The moratorium — which includes exemptions for pending applications and for those that can document a need for a new hospice in a particular geographic area — will remain in effect for 365 days after the audit report is published, which is projected to be in March, according to the auditor’s office. Officials say the wide-ranging audit will:
- Evaluate the growth of hospice providers in California over the last decade, as well as factors that led to it, and determine whether other states have experienced similar expansion and taken steps to address it.
- Assess the scope of hospice fraud and abuse in California and their impact on the Medicare and Medi-Cal programs, which pay for most end-of-life care.
- Identify the most prevalent types of hospice fraud and whether state regulators could do more to protect older Californians.
- Evaluate the effectiveness of California’s systems to identify, address, prosecute and deter hospice fraud and whether more resources are needed.
- Assess the effectiveness and comprehensiveness of state systems to screen and license new hospice providers.
A second bill signed by Newsom addresses another of The Times’ key findings, namely that intense competition for new patients has spawned a cottage industry of kickbacks to crooked doctors and recruiters who target prospective patients at retirement homes and other venues.
To qualify for hospice, patients must be certified as terminally ill by their attending physicians, if they have them, and by a hospice doctor.
But many of those signed up by recruiters with promises of medical care, equipment or housekeeping services were not dying, The Times found. Some later learned they had signed away their rights to lifesaving emergency medical treatment.

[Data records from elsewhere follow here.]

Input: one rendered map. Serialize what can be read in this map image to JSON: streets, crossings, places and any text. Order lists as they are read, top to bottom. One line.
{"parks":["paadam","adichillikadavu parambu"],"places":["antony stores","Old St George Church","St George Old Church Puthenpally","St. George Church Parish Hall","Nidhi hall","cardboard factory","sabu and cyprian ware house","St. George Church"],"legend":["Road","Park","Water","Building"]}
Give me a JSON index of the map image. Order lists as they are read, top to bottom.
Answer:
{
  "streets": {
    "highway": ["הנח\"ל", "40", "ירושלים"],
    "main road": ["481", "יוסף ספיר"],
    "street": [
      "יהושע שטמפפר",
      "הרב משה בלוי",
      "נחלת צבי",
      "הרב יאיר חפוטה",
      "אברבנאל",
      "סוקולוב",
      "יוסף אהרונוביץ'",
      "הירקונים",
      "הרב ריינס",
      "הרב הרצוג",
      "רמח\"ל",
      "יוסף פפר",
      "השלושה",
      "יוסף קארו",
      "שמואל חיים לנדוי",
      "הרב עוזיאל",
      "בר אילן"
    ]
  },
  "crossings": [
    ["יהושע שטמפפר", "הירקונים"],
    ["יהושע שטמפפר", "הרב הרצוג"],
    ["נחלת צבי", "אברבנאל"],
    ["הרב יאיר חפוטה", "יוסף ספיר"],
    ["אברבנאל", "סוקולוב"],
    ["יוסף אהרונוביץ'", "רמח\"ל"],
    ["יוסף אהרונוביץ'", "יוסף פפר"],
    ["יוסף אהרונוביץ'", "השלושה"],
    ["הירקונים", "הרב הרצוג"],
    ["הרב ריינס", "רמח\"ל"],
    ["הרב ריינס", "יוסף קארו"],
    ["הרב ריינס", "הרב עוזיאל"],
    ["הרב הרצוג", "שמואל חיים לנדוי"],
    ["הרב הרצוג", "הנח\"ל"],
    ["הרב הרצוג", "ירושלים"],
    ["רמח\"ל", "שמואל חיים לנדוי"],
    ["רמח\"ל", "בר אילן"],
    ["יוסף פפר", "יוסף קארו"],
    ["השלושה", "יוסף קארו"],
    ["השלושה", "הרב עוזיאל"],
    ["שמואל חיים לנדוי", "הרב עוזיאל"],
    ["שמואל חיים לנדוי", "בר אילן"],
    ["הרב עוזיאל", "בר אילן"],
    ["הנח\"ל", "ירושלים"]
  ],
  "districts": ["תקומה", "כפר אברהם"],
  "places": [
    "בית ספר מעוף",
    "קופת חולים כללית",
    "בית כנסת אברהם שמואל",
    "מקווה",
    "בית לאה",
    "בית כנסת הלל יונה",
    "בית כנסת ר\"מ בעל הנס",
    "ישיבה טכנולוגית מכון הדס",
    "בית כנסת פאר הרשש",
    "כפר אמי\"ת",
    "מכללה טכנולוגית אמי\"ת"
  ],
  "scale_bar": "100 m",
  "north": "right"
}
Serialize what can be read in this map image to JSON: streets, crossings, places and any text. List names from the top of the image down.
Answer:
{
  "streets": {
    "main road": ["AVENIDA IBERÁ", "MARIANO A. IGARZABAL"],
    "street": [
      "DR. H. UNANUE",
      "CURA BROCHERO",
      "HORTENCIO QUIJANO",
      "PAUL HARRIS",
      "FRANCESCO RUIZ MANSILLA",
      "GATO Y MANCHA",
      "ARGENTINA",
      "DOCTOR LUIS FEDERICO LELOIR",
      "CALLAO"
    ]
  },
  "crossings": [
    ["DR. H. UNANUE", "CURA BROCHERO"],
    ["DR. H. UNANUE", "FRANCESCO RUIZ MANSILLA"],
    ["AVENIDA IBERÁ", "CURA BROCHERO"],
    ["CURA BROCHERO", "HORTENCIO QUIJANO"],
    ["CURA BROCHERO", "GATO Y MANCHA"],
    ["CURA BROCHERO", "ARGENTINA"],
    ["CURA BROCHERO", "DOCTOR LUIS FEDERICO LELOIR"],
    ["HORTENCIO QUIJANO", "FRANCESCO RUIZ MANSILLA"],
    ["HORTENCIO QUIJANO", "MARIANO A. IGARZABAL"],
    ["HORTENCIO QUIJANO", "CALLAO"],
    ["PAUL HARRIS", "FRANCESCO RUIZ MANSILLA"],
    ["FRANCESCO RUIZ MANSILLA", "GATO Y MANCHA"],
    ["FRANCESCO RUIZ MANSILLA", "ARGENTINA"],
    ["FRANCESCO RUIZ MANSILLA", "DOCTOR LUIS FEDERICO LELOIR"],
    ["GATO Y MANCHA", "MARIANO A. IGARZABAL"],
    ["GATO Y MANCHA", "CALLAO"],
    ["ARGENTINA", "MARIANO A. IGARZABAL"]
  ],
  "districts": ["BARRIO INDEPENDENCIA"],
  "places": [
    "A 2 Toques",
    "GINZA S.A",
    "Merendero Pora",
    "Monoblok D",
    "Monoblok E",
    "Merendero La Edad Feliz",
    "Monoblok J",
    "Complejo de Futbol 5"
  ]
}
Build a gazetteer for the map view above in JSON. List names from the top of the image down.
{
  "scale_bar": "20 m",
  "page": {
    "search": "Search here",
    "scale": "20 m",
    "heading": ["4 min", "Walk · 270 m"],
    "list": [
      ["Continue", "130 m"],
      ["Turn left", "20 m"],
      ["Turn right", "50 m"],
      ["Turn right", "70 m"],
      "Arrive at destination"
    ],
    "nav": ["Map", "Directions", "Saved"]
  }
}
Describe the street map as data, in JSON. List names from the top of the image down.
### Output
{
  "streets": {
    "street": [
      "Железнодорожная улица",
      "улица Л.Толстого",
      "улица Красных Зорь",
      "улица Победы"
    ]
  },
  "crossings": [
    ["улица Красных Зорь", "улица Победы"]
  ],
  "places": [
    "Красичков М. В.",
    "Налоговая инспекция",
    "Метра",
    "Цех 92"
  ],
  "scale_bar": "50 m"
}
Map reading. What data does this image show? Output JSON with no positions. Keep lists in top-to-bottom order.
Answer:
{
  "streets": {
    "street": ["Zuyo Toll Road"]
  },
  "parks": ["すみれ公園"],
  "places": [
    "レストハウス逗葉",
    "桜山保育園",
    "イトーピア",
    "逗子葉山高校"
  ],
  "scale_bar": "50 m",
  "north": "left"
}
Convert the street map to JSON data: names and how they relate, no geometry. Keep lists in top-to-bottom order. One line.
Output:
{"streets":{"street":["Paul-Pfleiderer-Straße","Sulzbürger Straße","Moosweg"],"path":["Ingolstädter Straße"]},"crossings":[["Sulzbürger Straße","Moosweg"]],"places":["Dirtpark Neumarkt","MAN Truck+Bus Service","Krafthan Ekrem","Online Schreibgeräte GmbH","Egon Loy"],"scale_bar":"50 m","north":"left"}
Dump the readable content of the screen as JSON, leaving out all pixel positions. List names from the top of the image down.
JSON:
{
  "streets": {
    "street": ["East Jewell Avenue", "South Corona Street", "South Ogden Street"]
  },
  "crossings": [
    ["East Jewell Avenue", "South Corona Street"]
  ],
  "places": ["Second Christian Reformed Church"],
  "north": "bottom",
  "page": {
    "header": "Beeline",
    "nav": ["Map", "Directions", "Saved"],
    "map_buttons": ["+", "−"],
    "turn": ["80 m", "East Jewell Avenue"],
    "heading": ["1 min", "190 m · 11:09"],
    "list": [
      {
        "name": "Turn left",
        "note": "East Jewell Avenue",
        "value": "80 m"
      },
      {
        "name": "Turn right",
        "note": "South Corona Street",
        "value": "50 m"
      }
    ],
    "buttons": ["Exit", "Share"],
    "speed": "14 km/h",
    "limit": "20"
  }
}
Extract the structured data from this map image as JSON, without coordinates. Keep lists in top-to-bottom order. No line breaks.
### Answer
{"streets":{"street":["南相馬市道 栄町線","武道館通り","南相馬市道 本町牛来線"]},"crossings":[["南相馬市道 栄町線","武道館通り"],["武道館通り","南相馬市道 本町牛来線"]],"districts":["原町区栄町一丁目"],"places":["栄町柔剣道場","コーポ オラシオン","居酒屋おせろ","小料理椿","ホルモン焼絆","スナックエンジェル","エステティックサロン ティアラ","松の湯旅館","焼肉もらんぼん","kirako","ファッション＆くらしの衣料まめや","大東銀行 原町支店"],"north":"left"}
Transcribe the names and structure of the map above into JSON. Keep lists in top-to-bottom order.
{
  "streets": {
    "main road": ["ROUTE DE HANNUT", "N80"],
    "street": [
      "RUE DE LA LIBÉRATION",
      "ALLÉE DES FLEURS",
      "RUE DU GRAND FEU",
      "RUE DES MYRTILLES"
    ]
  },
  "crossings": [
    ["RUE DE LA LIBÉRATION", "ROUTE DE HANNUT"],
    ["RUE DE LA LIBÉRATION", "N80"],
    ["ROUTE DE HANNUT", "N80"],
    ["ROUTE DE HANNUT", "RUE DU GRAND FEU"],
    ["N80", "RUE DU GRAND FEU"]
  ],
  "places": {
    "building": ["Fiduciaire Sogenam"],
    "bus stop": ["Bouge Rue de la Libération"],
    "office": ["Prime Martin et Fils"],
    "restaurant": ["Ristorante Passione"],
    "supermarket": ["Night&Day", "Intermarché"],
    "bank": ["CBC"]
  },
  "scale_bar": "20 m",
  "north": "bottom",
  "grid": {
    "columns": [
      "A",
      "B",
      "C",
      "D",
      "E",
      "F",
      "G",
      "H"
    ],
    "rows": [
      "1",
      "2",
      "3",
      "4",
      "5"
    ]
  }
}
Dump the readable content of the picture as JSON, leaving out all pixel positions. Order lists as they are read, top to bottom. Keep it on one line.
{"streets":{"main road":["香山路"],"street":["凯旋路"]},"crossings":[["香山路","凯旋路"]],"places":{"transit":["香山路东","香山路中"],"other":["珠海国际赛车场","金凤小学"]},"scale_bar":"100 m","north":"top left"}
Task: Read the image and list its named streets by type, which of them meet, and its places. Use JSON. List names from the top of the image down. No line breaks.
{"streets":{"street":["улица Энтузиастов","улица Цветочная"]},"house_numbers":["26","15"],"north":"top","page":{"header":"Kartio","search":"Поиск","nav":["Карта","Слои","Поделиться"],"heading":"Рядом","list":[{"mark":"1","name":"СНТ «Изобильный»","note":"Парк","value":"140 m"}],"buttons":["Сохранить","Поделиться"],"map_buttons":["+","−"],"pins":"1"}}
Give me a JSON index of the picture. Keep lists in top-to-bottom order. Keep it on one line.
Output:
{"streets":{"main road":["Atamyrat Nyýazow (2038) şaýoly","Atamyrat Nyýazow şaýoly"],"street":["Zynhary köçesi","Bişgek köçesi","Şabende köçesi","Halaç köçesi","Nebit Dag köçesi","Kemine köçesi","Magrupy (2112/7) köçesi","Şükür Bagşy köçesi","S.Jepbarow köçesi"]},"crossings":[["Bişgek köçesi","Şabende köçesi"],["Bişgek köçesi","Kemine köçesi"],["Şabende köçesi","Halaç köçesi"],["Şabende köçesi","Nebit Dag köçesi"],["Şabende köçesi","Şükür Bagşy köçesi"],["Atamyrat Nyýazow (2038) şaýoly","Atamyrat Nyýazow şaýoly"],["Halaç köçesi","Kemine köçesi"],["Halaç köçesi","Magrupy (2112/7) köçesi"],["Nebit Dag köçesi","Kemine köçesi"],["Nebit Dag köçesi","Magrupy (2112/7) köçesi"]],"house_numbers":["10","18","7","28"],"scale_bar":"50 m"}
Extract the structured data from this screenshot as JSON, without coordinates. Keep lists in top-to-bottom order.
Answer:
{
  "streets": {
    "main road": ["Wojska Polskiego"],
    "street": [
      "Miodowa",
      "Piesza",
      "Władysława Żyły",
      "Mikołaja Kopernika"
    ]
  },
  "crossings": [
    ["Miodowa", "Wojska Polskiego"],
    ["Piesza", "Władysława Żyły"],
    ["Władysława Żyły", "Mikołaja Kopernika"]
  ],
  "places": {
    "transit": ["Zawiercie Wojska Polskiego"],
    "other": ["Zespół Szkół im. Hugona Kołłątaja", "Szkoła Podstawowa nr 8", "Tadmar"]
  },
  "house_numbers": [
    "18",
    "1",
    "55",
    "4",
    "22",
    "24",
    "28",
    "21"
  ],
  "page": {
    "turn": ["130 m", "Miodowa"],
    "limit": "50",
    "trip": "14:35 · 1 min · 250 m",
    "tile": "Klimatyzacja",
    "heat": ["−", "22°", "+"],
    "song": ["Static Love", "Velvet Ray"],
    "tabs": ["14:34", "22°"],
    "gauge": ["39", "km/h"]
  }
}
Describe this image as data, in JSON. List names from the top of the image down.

Sponsored by Assemblywoman Jacqui Irwin (D-Thousand Oaks), Assembly Bill 1280 prohibits hospice providers or their agents from paying recruiters or others for patient referrals.
“We have a responsibility to ensure that patients who are at the end of life receive the right care that addresses the patients’ and family needs,” Irwin said, adding that the new law will prohibit all forms of payments, including cash and gift cards, used to induce the selection of a hospice.
“It also requires that information about hospice care be provided in a manner that is understandable to the patient and their caregivers, and that the assessment for the patient accurately identifies the patients’ needs for hospice care and services,” she said.
Many of the state’s hospices are small operations, run by people with little or no healthcare experience. There are few qualifications for starting or operating a hospice beyond having a clean felony record and getting a state license and Medicare certification, a process that costs only a few thousand dollars.
Connors, the patient advocate, cited a litany of further reforms needed: better screening of prospective operators; annual inspections; a complaint hotline; immediate investigations of complaints; sanctions on substandard providers; and access to online information that helps the public “distinguish good hospices from bad ones.”
“A lot depends on what comes of the state audit that is underway,” he said. “Hopefully it will pave the way for comprehensive oversight reforms.”